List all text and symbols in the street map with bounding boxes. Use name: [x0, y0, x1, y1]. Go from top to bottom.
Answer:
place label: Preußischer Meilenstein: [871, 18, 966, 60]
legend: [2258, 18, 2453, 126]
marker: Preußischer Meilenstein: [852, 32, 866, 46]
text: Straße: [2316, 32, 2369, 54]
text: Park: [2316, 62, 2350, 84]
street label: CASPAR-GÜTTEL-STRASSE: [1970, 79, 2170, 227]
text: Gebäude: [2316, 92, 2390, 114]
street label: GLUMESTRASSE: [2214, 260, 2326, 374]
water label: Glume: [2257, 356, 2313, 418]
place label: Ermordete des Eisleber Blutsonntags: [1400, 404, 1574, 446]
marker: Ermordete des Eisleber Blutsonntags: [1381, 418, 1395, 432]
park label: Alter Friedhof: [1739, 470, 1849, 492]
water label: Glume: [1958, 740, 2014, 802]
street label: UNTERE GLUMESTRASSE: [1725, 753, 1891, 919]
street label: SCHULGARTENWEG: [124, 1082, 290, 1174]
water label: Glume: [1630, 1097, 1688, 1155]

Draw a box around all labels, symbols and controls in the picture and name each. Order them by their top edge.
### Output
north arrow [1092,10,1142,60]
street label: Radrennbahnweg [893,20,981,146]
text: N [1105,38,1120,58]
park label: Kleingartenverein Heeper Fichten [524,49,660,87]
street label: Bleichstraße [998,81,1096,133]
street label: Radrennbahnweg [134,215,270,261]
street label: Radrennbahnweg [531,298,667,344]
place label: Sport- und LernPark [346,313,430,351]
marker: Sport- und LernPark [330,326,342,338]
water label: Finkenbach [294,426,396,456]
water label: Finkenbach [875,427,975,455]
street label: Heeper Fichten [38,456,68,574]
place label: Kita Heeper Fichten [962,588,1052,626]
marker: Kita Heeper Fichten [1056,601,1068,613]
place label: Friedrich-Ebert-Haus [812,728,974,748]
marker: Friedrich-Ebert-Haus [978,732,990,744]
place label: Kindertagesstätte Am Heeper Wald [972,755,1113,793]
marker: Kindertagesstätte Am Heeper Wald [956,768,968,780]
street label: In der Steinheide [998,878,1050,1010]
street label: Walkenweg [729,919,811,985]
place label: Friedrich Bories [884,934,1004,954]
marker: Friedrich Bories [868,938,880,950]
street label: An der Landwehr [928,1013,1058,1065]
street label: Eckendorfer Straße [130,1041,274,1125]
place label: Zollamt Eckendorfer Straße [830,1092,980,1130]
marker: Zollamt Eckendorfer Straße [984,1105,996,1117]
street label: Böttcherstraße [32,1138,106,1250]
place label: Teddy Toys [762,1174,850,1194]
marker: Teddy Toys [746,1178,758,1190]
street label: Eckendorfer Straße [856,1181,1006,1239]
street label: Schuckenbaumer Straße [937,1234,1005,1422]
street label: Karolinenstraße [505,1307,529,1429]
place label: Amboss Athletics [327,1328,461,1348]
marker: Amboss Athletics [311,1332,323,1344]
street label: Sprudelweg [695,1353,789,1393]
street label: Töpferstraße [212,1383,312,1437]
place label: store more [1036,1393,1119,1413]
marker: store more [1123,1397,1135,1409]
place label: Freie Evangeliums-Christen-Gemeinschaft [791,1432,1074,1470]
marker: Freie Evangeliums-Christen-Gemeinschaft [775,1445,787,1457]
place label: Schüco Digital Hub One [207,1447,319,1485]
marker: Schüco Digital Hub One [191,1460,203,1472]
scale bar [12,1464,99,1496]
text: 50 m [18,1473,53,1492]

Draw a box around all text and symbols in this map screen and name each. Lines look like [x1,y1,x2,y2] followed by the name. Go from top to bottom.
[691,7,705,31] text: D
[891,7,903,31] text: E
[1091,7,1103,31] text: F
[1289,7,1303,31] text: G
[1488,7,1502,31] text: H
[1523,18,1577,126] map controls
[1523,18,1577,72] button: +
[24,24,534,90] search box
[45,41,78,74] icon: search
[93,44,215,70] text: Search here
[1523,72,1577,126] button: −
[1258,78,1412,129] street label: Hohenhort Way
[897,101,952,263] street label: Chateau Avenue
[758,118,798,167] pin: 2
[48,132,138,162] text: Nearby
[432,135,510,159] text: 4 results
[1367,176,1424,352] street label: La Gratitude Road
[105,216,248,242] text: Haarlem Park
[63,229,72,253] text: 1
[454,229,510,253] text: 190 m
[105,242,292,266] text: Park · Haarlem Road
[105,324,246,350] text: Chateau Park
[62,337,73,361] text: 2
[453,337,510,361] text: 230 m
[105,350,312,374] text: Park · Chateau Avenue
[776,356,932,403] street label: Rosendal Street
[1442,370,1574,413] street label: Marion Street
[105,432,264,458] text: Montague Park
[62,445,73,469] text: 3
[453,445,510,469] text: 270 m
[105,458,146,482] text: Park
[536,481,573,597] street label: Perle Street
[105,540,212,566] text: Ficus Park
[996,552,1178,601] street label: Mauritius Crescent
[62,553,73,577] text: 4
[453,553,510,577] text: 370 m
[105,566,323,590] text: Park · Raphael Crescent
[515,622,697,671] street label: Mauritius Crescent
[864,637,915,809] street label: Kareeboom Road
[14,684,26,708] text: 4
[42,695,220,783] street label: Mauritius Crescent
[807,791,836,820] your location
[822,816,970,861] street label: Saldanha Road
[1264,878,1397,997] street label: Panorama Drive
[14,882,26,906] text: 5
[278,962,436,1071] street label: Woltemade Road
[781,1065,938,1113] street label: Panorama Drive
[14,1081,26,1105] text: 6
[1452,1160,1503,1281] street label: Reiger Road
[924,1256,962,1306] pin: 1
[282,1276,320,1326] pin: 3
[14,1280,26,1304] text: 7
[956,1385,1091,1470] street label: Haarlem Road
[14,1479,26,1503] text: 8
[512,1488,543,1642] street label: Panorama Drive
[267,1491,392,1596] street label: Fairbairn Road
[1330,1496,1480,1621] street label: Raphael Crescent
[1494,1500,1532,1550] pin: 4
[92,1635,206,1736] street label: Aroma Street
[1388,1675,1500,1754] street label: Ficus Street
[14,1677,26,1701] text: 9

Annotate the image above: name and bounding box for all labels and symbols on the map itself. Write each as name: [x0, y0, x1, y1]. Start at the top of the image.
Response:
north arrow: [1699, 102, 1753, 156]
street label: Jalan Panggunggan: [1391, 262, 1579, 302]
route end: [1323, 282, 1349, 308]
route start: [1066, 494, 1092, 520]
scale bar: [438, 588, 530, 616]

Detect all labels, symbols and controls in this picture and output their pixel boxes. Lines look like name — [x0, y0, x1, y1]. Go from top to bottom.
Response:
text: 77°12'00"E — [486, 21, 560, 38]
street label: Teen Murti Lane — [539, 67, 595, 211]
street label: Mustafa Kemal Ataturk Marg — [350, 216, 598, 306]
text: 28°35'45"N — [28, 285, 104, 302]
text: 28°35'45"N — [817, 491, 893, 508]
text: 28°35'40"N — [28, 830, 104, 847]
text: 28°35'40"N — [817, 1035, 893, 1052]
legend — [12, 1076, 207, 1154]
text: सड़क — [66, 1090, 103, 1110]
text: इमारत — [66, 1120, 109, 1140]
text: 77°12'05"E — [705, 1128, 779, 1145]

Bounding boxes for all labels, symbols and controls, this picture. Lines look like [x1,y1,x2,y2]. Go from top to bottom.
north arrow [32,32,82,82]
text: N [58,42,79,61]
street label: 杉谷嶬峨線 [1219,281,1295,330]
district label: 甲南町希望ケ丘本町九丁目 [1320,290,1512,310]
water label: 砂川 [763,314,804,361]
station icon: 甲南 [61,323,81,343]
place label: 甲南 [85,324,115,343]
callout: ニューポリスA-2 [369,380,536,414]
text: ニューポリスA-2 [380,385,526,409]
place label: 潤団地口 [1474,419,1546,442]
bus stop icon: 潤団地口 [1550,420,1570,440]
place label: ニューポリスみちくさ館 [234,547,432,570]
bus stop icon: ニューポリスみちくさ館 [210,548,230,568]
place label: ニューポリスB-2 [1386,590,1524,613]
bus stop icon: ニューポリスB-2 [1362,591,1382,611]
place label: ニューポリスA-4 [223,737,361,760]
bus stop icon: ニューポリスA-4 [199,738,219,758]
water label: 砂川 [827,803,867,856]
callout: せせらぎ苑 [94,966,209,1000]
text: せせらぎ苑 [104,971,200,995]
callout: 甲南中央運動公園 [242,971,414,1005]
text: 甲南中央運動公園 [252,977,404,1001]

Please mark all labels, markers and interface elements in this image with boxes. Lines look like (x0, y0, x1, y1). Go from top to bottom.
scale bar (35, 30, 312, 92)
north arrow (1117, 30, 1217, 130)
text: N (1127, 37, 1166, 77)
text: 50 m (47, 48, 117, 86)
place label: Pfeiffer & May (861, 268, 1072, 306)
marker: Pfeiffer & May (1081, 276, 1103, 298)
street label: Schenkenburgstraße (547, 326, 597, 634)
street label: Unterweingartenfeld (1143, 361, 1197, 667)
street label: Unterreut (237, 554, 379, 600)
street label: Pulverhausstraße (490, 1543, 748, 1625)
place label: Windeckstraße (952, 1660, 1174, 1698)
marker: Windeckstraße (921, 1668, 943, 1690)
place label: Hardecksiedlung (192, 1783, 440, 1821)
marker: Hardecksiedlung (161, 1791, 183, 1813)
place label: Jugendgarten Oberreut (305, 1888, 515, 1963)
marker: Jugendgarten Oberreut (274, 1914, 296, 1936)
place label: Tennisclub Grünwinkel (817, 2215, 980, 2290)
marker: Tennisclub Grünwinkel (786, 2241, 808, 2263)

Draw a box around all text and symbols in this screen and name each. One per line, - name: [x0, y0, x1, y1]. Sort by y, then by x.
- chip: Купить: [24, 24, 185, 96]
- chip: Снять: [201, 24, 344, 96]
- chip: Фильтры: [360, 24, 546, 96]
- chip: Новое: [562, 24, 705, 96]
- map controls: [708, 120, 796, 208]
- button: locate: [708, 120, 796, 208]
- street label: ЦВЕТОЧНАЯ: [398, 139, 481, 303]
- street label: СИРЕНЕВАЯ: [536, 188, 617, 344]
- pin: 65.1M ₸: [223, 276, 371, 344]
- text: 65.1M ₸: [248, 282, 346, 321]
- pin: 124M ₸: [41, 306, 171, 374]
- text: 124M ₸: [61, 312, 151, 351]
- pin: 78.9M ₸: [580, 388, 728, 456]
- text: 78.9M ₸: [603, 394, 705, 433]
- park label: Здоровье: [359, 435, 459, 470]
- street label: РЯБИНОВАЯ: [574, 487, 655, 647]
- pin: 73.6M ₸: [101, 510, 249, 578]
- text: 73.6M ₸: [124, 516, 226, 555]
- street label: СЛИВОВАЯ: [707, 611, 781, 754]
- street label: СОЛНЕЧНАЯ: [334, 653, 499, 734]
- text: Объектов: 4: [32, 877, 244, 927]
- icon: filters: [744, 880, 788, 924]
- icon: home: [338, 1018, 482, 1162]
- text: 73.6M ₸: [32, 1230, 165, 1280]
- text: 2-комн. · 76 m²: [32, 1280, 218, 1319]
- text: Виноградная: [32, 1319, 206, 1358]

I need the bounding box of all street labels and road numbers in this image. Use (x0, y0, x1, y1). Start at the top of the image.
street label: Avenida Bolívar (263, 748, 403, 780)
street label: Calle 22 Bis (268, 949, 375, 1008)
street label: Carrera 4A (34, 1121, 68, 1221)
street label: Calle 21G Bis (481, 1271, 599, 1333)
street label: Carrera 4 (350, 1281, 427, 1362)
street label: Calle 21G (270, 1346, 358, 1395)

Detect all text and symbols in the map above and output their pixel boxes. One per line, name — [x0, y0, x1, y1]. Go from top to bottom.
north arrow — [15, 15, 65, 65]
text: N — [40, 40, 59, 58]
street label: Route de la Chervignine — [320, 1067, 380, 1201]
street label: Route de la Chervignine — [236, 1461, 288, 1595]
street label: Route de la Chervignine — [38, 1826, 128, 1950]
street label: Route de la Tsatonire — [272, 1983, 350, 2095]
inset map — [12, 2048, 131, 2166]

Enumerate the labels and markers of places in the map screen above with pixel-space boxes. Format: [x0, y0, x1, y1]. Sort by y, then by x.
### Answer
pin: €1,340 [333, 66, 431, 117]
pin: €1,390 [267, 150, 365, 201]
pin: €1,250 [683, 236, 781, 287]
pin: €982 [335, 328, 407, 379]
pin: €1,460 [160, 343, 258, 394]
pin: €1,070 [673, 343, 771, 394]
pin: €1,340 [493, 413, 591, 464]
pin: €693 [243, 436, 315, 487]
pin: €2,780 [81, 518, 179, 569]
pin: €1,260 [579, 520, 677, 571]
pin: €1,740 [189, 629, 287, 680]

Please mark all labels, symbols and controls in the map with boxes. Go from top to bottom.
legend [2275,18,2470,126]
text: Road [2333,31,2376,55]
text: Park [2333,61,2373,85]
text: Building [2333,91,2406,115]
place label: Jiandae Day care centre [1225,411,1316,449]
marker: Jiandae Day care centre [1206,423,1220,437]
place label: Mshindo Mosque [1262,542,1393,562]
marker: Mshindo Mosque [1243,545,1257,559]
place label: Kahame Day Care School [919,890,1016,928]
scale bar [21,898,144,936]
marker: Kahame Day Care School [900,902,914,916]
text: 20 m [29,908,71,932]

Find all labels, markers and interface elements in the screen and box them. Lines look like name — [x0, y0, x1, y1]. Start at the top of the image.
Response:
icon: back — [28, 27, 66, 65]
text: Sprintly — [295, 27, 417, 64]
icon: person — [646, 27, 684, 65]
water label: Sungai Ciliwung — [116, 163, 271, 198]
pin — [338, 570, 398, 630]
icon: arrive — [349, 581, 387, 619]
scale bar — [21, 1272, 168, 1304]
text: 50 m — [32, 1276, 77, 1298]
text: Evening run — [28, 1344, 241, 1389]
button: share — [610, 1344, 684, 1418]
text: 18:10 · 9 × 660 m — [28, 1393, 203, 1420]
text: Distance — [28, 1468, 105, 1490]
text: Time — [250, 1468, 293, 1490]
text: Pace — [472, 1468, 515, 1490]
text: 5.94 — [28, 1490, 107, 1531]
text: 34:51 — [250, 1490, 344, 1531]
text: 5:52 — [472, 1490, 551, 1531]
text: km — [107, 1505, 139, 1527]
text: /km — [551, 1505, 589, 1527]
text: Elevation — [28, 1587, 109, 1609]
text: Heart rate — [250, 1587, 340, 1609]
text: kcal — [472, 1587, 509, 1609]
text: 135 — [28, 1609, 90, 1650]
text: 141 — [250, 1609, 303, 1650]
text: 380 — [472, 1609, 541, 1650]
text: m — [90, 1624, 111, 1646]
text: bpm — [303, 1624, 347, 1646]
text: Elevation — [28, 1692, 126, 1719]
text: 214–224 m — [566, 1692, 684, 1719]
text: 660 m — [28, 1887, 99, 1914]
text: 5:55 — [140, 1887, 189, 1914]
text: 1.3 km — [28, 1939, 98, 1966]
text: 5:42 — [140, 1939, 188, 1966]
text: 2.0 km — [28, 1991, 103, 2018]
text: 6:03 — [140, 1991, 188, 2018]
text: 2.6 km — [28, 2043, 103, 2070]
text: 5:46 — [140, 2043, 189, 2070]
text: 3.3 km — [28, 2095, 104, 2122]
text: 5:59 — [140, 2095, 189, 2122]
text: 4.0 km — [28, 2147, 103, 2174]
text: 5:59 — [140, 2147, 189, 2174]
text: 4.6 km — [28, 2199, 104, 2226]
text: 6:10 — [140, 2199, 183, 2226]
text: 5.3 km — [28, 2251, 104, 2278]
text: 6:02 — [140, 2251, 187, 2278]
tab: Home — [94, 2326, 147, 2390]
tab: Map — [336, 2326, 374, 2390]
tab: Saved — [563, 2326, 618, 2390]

══════════════════════════════

Exercise description: Using the listing, collect all lines in which the string "Avenue" is found.

Output below:
[897,101,952,263] street label: Chateau Avenue
[105,350,312,374] text: Park · Chateau Avenue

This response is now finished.